2007, Edited by Bjorn Lomborg; Chapter 3: Money Laundering
Problem addressed/Chapter authored by: Donato Masciandaro
Summary and Commentary:
Competitors, keep it clean! No blows below the belt!
ML, as the chapter calls it, is the criminal practice of engaging in financial transactions in order to conceal the identity, source, and/or destination of money, by colluding intermediaries or lax intermediaries ("honest but inefficient in protecting their integrity") in offshore financial centers (OFC's) and the banking and financial industry. It responds to the overall demand for "black" financial services expressed by individuals or groups that have committed income-producing crimes. It can act as a multiplier of illegal revenues. It is "a rather complex operation."

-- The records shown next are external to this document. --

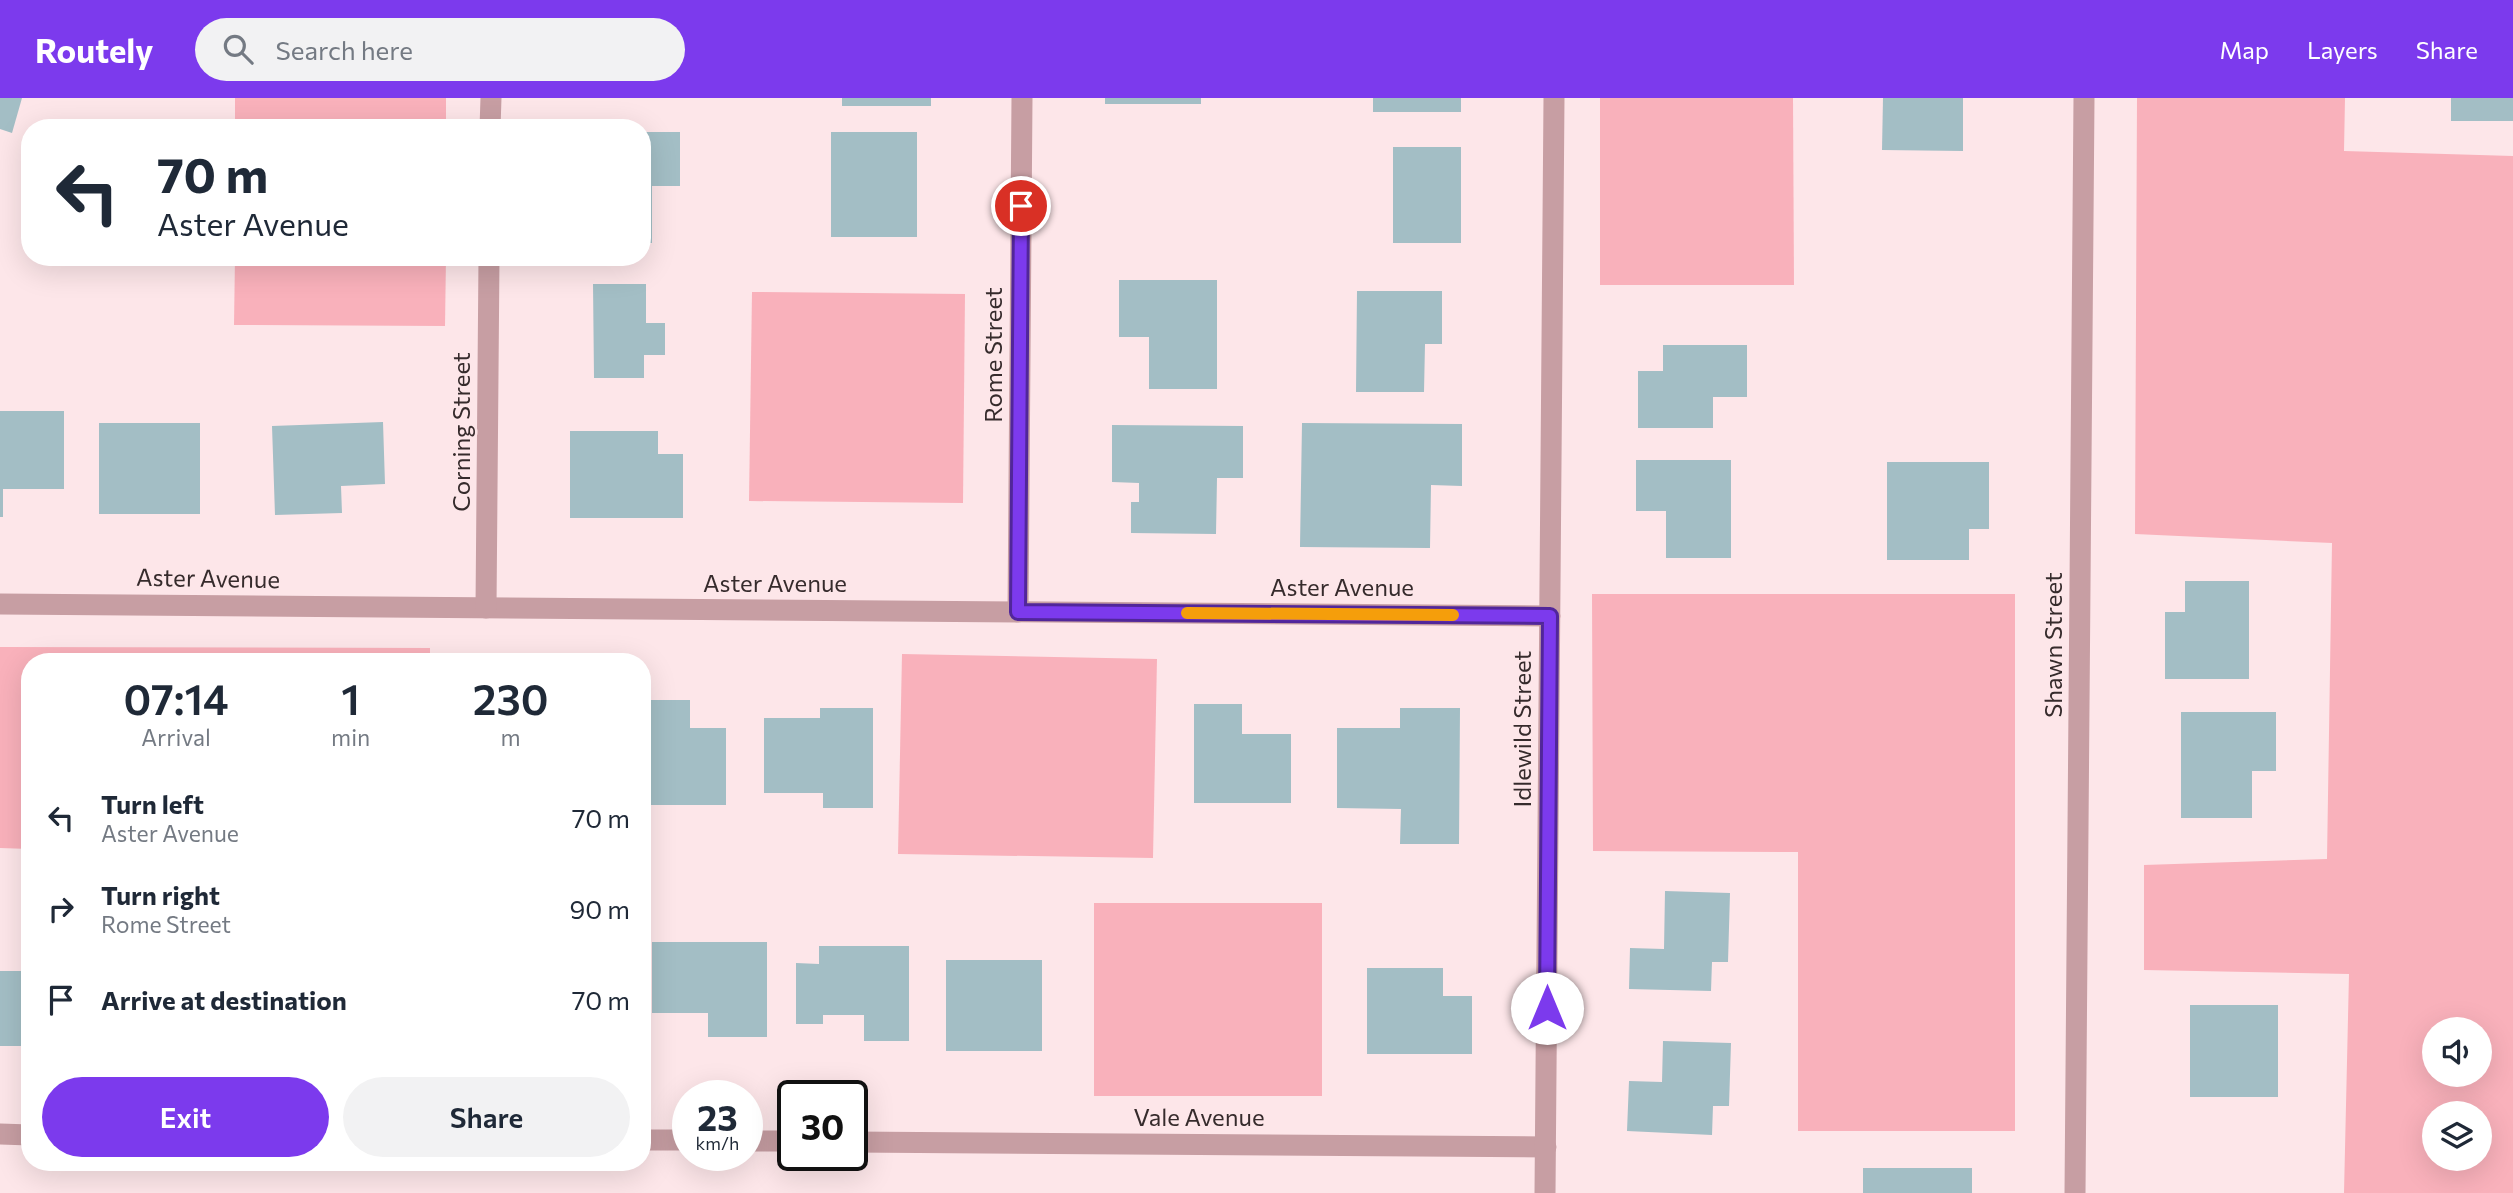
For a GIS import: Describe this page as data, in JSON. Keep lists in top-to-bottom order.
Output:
{
  "streets": {
    "street": [
      "Rome Street",
      "Corning Street",
      "Aster Avenue",
      "Shawn Street",
      "Idlewild Street",
      "Vale Avenue"
    ]
  },
  "crossings": [
    ["Rome Street", "Aster Avenue"],
    ["Corning Street", "Aster Avenue"],
    ["Aster Avenue", "Idlewild Street"],
    ["Idlewild Street", "Vale Avenue"]
  ],
  "page": {
    "header": "Routely",
    "search": "Search here",
    "nav": ["Map", "Layers", "Share"],
    "turn": ["70 m", "Aster Avenue"],
    "eta": [
      "07:14",
      "Arrival",
      "1",
      "min",
      "230",
      "m"
    ],
    "list": [
      {
        "name": "Turn left",
        "note": "Aster Avenue",
        "value": "70 m"
      },
      {
        "name": "Turn right",
        "note": "Rome Street",
        "value": "90 m"
      },
      {
        "name": "Arrive at destination",
        "value": "70 m"
      }
    ],
    "buttons": ["Exit", "Share"],
    "speed": "23 km/h",
    "limit": "30"
  }
}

It is different from the financing of terrorism, which is "money dirtying."
Estimates of the amount of laundered money, globally, range from 2-32% of total world GDP. In 2005, 1.038 trillion dollars are estimated to have been laundered, from the drug trade alone. Total GDP now is something like 47T dollars, so 32 percent of that is 15.54 trillion dollars. Wow.
Masciandaro puts the estimate at 3.8T, or 9% of the world economy.
If this were like Robin Hood, or the Lottery, or maybe even Native American casinos, where the money flowed to the poor or for education or a historically disadvantaged group, maybe it wouldn't be much of a problem. And I guess we don't actually know. But the author makes the assumption that it's a public bad, taking a conservative view, and uses some research and an equation with some baseline assumptions to show that reducing the multiplier effect through anti-money-laundering regulations will result in the cost of money-laundering going up from 25% to 60%. He admits his proposal is based on the modern theory of financial regulation, not the traditional theory of regulation, in which regulatory effort can be either irrelevant or unproductive.
In short, he calculates a benefit/cost ratio of 3.16. The cost cannot exceed the total value of world banking profits, which in 2004 was 0.53 trillion US dollars.
He points out some realities: Some countries are predisposed to adopting lax regulations because the externalities of criminal activity do not affect them. The future in addressing this issue revolves around two things: Information and Incentives. There are 4 categories of actors on this issue: Bankers/the public, Criminals, Policy-makers, and Losers (those who bear the costs of black money). I'm not sure why he lumps bankers and the public together. Getting a firmer grip on the real Benefits and Costs of this issue seems necessary.
It became more of an issue after 9-11. It'll be interesting to see what happens.